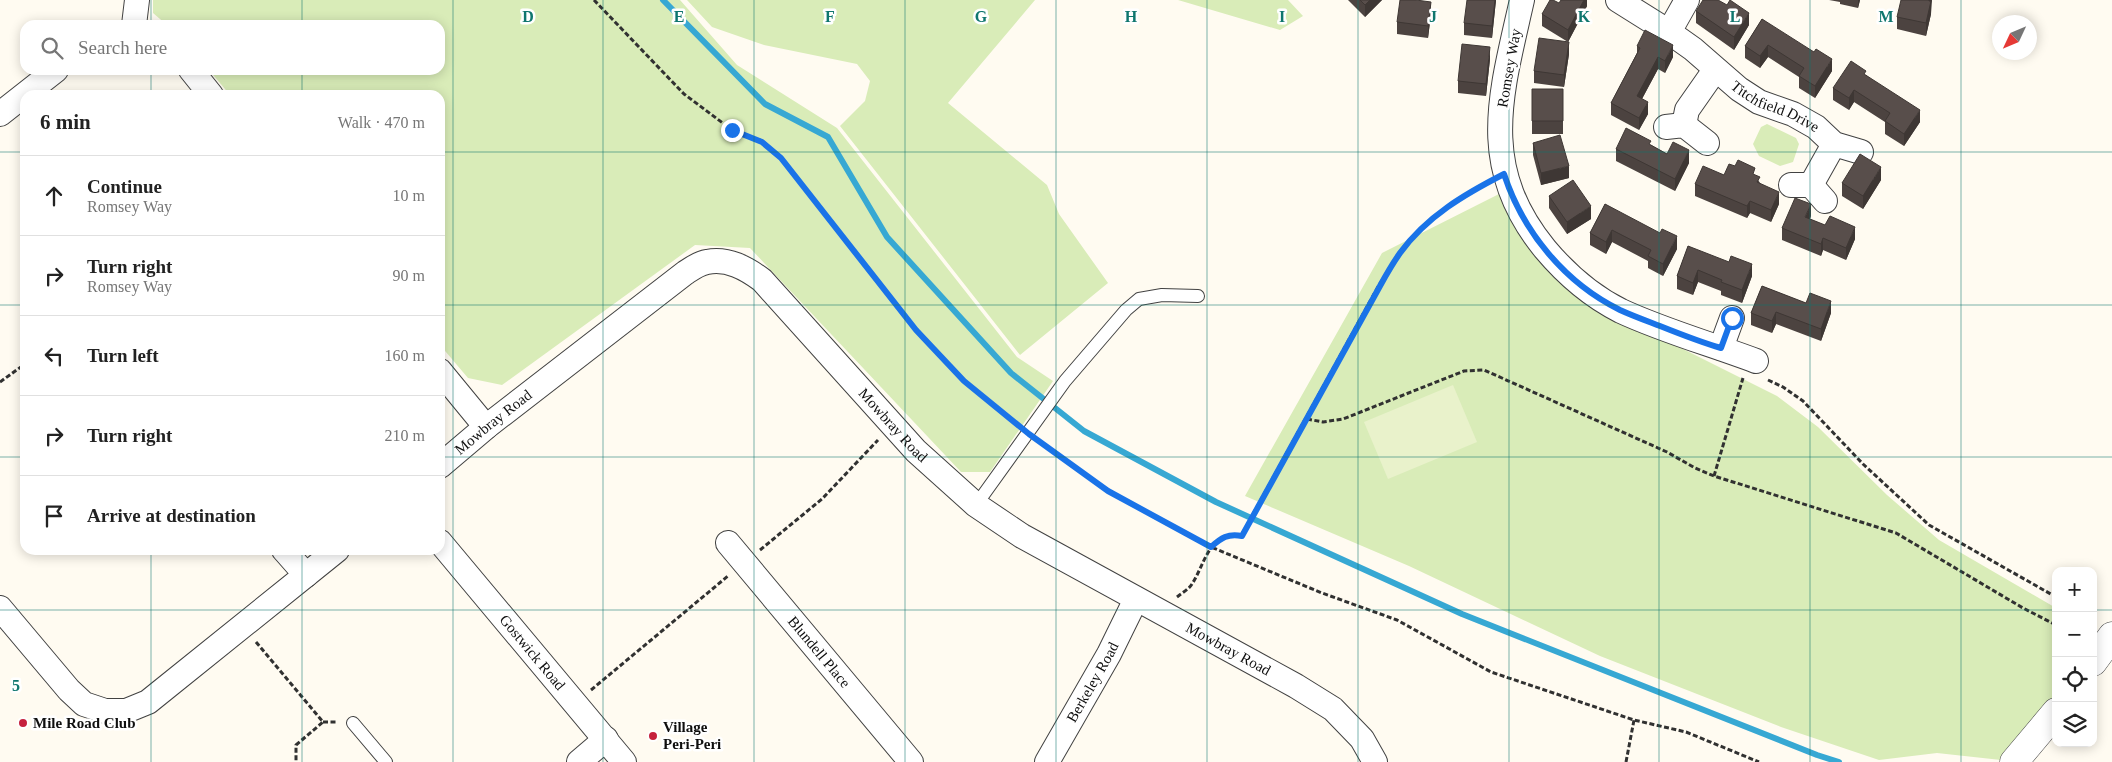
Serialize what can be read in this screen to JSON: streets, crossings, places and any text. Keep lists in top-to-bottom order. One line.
{"streets":{"street":["Romsey Way","Titchfield Drive","Mowbray Road","Gostwick Road","Blundell Place","Berkeley Road"]},"crossings":[["Mowbray Road","Berkeley Road"]],"places":["Mile Road Club","Village Peri-Peri"],"north":"bottom left","page":{"search":"Search here","heading":["6 min","Walk · 470 m"],"list":[["Continue","Romsey Way","10 m"],["Turn right","Romsey Way","90 m"],["Turn left","160 m"],["Turn right","210 m"],"Arrive at destination"],"map_buttons":["+","−"]},"grid":{"columns":["D","E","F","G","H","I","J","K","L","M"],"rows":["5"]}}
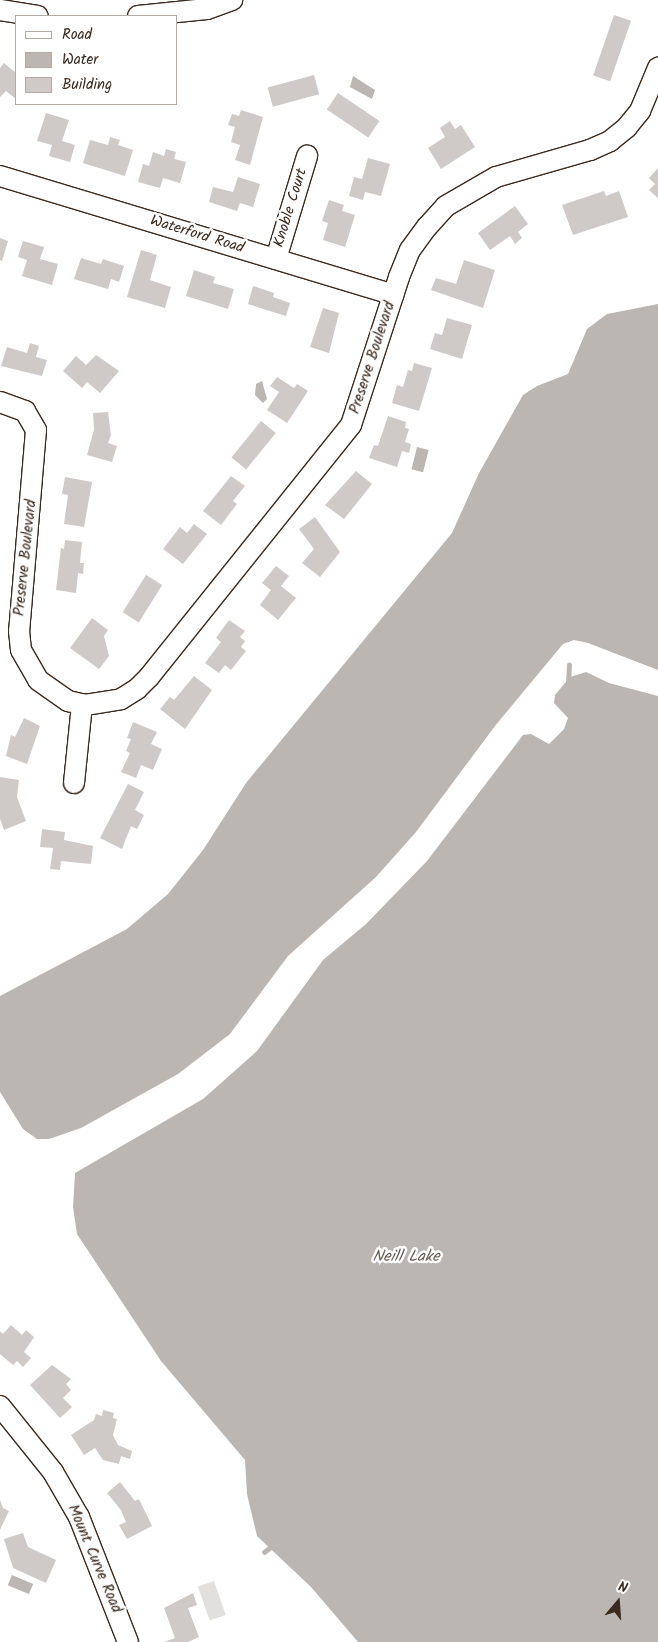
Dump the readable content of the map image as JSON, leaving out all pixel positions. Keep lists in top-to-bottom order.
{
  "streets": {
    "street": [
      "Knoble Court",
      "Waterford Road",
      "Preserve Boulevard",
      "Mount Curve Road"
    ]
  },
  "crossings": [
    ["Knoble Court", "Waterford Road"],
    ["Waterford Road", "Preserve Boulevard"]
  ],
  "water": ["Neill Lake"],
  "legend": ["Road", "Water", "Building"],
  "north": "top"
}
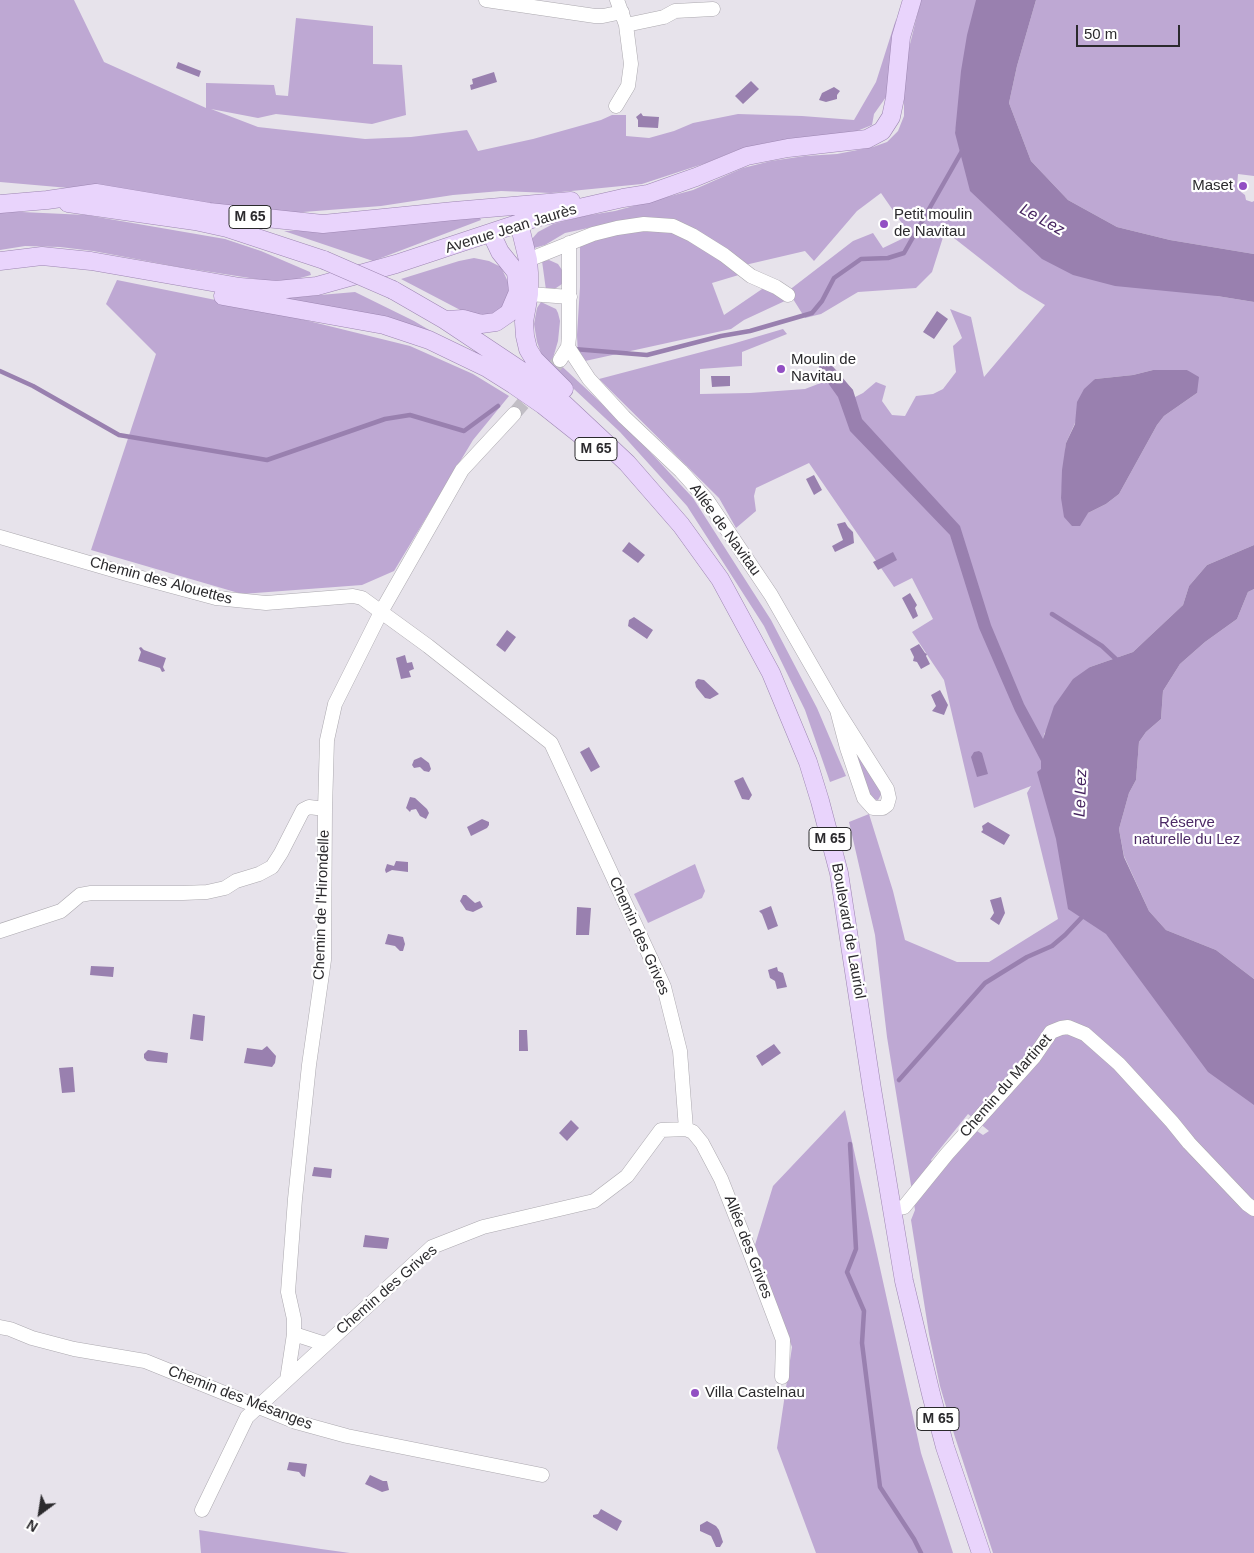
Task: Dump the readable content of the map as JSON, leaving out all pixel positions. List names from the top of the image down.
{
  "streets": {
    "main road": ["M 65", "Avenue Jean Jaurès", "Boulevard de Lauriol"],
    "street": [
      "Allée de Navitau",
      "Chemin des Alouettes",
      "Chemin de l'Hirondelle",
      "Chemin des Grives",
      "Chemin du Martinet",
      "Allée des Grives",
      "Chemin des Mésanges"
    ]
  },
  "crossings": [
    ["M 65", "Avenue Jean Jaurès"],
    ["M 65", "Boulevard de Lauriol"],
    ["Chemin des Alouettes", "Chemin de l'Hirondelle"],
    ["Chemin des Alouettes", "Chemin des Grives"],
    ["Chemin de l'Hirondelle", "Chemin des Grives"],
    ["Boulevard de Lauriol", "Chemin du Martinet"],
    ["Chemin des Grives", "Allée des Grives"]
  ],
  "water": ["Le Lez"],
  "parks": ["Réserve naturelle du Lez"],
  "places": [
    "Maset",
    "Petit moulin de Navitau",
    "Moulin de Navitau",
    "Villa Castelnau"
  ],
  "scale_bar": "50 m",
  "north": "bottom left"
}
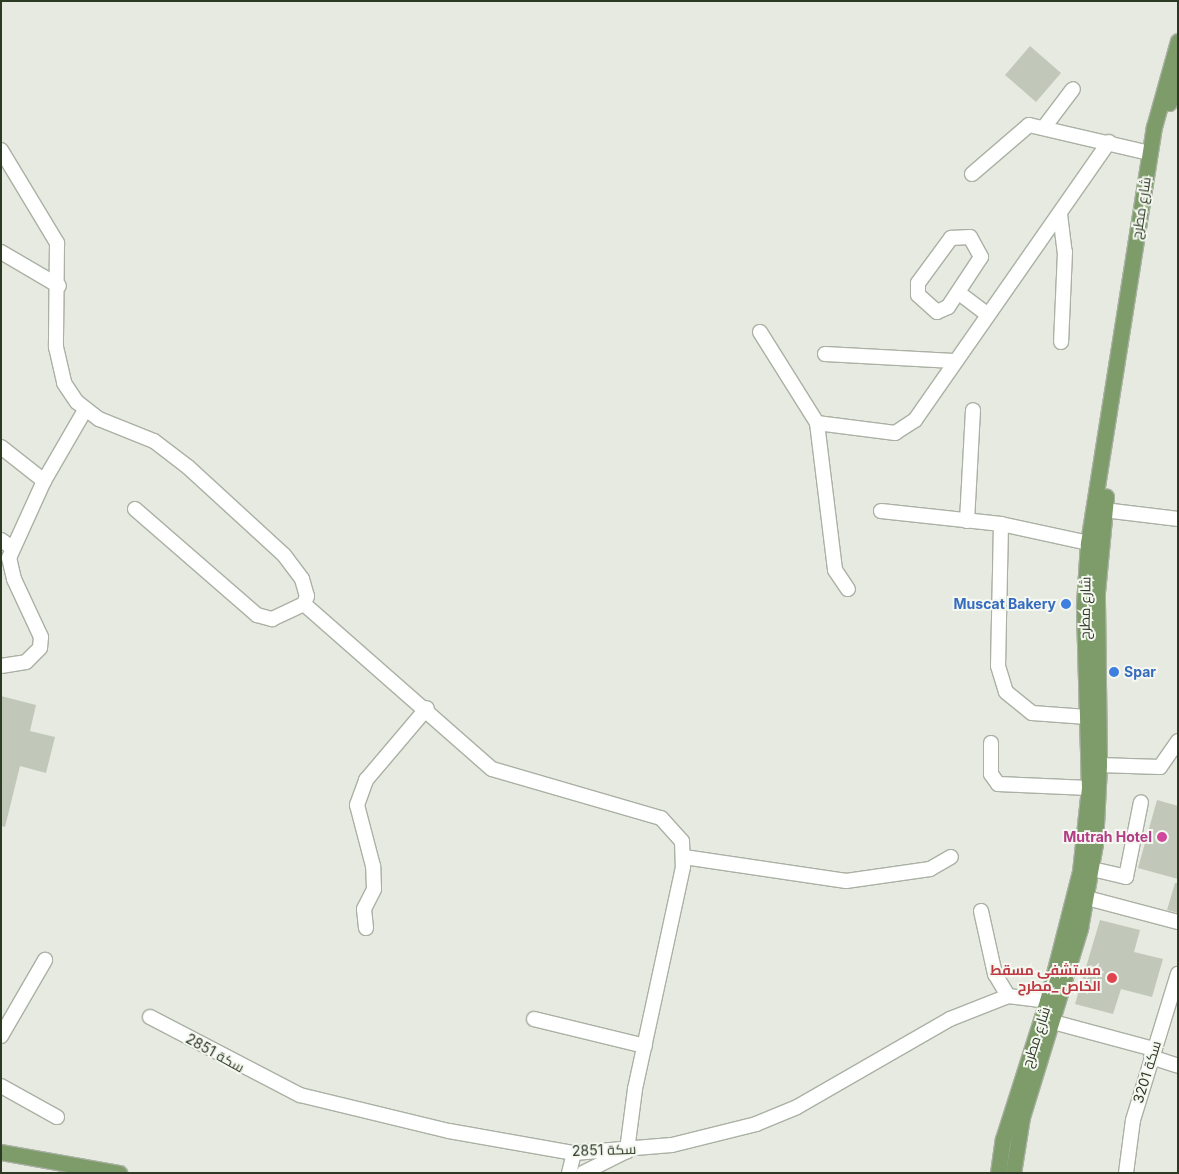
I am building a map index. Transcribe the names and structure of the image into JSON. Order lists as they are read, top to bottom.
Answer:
{
  "streets": {
    "main road": ["شارع مطرح"],
    "street": ["سكة 2851", "سكة 3201"]
  },
  "crossings": [
    ["شارع مطرح", "سكة 2851"]
  ],
  "places": [
    "Muscat Bakery",
    "Spar",
    "Mutrah Hotel",
    "مستشفى مسقط الخاص _مطرح"
  ]
}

========================================================================

Give back every entry in its exact wording, leaving the pictures out.

**Response for this exercise**.
Serialize what can be read in this screen to JSON: streets, crossings, places and any text. Keep lists in top-to-bottom order. One line.
{"streets":{"street":["Romsey Way","Titchfield Drive","Mowbray Road","Gostwick Road","Blundell Place","Berkeley Road"]},"crossings":[["Mowbray Road","Berkeley Road"]],"places":["Mile Road Club","Village Peri-Peri"],"north":"bottom left","page":{"search":"Search here","heading":["6 min","Walk · 470 m"],"list":[["Continue","Romsey Way","10 m"],["Turn right","Romsey Way","90 m"],["Turn left","160 m"],["Turn right","210 m"],"Arrive at destination"],"map_buttons":["+","−"]},"grid":{"columns":["D","E","F","G","H","I","J","K","L","M"],"rows":["5"]}}
Dump the readable content of the map image as JSON, leaving out all pixel positions. Keep lists in top-to-bottom order.
{
  "streets": {
    "street": [
      "Knoble Court",
      "Waterford Road",
      "Preserve Boulevard",
      "Mount Curve Road"
    ]
  },
  "crossings": [
    ["Knoble Court", "Waterford Road"],
    ["Waterford Road", "Preserve Boulevard"]
  ],
  "water": ["Neill Lake"],
  "legend": ["Road", "Water", "Building"],
  "north": "top"
}
Task: Dump the readable content of the map as JSON, leaving out all pixel positions. List names from the top of the image down.
{
  "streets": {
    "main road": ["M 65", "Avenue Jean Jaurès", "Boulevard de Lauriol"],
    "street": [
      "Allée de Navitau",
      "Chemin des Alouettes",
      "Chemin de l'Hirondelle",
      "Chemin des Grives",
      "Chemin du Martinet",
      "Allée des Grives",
      "Chemin des Mésanges"
    ]
  },
  "crossings": [
    ["M 65", "Avenue Jean Jaurès"],
    ["M 65", "Boulevard de Lauriol"],
    ["Chemin des Alouettes", "Chemin de l'Hirondelle"],
    ["Chemin des Alouettes", "Chemin des Grives"],
    ["Chemin de l'Hirondelle", "Chemin des Grives"],
    ["Boulevard de Lauriol", "Chemin du Martinet"],
    ["Chemin des Grives", "Allée des Grives"]
  ],
  "water": ["Le Lez"],
  "parks": ["Réserve naturelle du Lez"],
  "places": [
    "Maset",
    "Petit moulin de Navitau",
    "Moulin de Navitau",
    "Villa Castelnau"
  ],
  "scale_bar": "50 m",
  "north": "bottom left"
}
I am building a map index. Transcribe the names and structure of the image into JSON. Order lists as they are read, top to bottom.
Answer:
{
  "streets": {
    "main road": ["شارع مطرح"],
    "street": ["سكة 2851", "سكة 3201"]
  },
  "crossings": [
    ["شارع مطرح", "سكة 2851"]
  ],
  "places": [
    "Muscat Bakery",
    "Spar",
    "Mutrah Hotel",
    "مستشفى مسقط الخاص _مطرح"
  ]
}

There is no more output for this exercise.